Saved data entries:

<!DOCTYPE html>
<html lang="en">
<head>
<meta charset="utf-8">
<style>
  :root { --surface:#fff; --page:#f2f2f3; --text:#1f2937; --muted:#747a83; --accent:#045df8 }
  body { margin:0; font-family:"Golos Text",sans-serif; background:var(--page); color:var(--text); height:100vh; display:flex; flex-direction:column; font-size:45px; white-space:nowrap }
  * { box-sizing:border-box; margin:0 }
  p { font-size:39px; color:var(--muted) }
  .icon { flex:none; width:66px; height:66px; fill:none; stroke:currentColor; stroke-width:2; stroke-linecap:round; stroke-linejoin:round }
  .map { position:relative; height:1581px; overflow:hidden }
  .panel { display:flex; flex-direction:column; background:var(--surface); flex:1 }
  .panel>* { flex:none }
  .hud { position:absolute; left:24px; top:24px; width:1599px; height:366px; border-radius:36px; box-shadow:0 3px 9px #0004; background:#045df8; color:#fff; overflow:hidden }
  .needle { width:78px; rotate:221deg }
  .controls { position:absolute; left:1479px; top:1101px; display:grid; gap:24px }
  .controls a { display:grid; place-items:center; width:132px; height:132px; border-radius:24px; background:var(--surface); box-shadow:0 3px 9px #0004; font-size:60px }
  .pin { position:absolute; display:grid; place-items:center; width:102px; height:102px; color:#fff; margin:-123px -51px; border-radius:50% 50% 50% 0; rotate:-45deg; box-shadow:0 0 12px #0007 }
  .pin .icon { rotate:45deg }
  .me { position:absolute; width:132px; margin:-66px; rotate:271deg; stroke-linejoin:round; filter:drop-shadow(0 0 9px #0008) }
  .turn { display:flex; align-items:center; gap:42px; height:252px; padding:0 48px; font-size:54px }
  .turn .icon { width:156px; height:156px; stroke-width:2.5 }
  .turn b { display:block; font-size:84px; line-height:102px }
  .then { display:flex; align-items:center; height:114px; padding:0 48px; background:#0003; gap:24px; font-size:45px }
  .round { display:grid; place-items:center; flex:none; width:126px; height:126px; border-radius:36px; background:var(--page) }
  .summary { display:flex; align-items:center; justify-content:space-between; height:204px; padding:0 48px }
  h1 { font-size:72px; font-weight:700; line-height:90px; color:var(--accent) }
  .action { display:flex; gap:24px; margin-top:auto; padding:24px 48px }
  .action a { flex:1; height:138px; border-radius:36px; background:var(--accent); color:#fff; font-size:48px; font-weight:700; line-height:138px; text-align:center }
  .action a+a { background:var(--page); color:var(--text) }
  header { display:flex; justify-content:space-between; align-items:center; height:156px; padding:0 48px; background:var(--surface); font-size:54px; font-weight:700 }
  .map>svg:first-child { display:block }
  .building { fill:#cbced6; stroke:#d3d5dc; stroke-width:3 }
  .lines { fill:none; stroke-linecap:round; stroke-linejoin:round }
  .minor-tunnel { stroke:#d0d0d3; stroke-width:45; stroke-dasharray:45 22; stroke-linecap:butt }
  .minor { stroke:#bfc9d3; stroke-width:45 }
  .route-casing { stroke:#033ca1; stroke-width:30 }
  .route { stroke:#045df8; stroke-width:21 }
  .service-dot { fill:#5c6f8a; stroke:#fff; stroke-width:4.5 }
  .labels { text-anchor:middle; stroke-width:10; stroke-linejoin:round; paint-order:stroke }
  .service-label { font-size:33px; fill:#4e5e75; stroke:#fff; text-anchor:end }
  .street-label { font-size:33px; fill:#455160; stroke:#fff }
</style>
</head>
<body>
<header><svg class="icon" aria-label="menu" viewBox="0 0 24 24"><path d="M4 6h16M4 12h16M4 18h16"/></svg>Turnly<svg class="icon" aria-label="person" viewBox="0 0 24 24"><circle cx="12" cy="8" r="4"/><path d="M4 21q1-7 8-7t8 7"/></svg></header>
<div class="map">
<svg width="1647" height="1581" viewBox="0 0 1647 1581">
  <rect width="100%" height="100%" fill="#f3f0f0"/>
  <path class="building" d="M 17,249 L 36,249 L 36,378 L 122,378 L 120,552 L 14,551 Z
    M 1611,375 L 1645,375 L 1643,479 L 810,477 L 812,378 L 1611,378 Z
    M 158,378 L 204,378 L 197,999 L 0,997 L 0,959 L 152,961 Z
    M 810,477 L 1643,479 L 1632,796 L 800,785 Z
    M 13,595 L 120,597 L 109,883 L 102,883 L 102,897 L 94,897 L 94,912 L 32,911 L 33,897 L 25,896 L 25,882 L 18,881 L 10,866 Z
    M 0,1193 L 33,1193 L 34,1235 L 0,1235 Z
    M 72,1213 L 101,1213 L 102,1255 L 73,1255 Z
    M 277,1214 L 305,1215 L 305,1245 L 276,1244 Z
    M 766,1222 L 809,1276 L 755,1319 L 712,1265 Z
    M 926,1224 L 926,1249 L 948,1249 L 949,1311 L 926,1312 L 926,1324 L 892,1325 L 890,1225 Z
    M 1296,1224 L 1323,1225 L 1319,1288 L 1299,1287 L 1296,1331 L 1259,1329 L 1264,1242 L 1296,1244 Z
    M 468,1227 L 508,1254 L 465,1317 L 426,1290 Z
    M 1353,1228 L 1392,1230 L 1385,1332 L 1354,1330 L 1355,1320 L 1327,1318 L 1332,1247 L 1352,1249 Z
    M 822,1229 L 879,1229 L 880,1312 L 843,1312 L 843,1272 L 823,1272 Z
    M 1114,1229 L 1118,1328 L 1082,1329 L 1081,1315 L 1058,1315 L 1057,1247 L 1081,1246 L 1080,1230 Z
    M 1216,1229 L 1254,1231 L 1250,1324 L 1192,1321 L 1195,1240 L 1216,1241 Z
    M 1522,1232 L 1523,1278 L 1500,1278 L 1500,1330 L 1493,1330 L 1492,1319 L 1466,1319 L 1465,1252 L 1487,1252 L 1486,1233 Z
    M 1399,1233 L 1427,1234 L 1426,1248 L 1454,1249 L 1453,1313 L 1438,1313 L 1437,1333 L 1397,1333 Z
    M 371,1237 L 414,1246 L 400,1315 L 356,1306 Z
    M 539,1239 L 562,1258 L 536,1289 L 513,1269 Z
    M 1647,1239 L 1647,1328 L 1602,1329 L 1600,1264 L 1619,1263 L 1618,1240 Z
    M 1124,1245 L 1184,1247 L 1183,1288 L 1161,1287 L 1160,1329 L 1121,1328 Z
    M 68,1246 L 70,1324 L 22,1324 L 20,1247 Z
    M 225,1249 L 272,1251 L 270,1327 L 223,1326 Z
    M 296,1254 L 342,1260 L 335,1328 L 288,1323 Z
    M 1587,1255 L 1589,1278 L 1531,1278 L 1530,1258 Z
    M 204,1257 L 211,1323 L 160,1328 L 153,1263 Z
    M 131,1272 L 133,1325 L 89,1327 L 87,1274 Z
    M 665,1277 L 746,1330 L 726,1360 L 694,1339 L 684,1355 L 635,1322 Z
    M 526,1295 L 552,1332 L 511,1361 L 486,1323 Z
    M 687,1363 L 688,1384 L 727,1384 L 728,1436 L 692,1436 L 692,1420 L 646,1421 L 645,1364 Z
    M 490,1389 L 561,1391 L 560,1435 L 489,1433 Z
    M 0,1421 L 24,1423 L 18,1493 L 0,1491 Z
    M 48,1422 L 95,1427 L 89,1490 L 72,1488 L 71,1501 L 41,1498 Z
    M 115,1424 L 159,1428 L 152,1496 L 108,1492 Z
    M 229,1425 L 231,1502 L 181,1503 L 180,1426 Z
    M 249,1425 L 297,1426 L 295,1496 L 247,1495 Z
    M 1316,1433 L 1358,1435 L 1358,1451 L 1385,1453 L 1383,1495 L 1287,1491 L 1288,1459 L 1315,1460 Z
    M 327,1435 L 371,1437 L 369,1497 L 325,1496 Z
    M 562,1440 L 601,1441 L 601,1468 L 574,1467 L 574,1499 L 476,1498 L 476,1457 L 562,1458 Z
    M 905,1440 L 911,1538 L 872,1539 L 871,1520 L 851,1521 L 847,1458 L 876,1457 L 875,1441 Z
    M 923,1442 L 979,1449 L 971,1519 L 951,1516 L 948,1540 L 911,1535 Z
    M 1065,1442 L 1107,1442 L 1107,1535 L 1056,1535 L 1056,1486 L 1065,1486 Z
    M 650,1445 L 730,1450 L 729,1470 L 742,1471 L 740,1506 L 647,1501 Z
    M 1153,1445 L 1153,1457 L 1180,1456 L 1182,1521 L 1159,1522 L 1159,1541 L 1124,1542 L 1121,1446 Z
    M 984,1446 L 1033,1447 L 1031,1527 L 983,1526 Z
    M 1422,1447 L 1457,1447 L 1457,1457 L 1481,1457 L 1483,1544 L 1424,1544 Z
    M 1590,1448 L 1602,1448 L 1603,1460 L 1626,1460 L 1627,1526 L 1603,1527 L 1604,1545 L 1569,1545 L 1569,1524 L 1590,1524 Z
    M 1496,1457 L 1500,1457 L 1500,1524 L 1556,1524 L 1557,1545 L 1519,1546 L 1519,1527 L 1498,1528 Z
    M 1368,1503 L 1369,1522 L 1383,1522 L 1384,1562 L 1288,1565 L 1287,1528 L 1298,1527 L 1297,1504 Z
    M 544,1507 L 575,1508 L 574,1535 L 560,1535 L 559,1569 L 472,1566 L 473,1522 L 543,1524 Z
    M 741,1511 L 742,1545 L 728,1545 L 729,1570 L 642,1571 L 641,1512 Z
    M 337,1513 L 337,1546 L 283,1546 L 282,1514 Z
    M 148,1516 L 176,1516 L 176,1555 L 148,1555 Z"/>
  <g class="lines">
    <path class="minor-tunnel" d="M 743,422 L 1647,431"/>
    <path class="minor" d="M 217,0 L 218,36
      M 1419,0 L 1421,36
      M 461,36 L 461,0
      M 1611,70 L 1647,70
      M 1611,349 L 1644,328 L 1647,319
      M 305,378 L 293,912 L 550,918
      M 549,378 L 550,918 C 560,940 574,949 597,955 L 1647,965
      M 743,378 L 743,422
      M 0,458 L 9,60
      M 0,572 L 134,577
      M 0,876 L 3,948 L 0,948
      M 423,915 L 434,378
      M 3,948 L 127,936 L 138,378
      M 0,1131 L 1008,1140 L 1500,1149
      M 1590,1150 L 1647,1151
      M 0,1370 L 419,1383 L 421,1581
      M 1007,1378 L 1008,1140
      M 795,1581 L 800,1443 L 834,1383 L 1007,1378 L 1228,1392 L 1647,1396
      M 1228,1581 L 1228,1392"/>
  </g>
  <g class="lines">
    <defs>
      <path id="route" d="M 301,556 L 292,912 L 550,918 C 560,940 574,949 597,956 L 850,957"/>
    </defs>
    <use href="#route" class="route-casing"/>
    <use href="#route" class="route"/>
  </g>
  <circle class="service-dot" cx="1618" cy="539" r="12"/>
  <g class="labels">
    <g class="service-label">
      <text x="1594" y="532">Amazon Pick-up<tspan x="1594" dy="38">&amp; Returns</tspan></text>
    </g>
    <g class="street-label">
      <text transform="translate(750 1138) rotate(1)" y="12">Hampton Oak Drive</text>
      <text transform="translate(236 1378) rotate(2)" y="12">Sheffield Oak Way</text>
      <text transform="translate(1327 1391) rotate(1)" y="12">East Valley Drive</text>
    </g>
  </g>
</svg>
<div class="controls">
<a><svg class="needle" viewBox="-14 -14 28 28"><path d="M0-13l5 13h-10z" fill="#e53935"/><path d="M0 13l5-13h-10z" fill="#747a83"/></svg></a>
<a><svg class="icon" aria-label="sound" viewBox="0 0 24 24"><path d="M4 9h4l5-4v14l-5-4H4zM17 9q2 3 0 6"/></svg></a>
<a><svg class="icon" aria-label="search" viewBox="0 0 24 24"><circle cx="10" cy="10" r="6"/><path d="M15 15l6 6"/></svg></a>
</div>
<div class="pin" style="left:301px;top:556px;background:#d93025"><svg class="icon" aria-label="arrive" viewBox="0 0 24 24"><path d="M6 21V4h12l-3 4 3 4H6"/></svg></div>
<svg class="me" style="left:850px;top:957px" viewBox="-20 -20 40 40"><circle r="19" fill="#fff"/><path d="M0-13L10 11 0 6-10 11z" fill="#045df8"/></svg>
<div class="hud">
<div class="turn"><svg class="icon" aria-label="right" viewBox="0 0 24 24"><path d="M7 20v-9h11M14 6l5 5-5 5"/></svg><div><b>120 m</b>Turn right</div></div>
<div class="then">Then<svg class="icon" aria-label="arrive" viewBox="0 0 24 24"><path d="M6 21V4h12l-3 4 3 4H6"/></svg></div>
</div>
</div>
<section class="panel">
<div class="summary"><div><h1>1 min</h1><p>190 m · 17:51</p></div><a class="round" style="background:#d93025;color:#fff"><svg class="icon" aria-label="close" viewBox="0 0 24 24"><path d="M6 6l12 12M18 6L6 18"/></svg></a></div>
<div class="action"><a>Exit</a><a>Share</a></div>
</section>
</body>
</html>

## EXERCISE
Repeat, word for word, the lines from the start of the records to the line that contains "--surface:#fff; --page:#f2f2f3; --text:#1f2937;", both of them included, and no others.

## SOLUTION FOR THIS PROBLEM
<!DOCTYPE html>
<html lang="en">
<head>
<meta charset="utf-8">
<style>
  :root { --surface:#fff; --page:#f2f2f3; --text:#1f2937; --muted:#747a83; --accent:#045df8 }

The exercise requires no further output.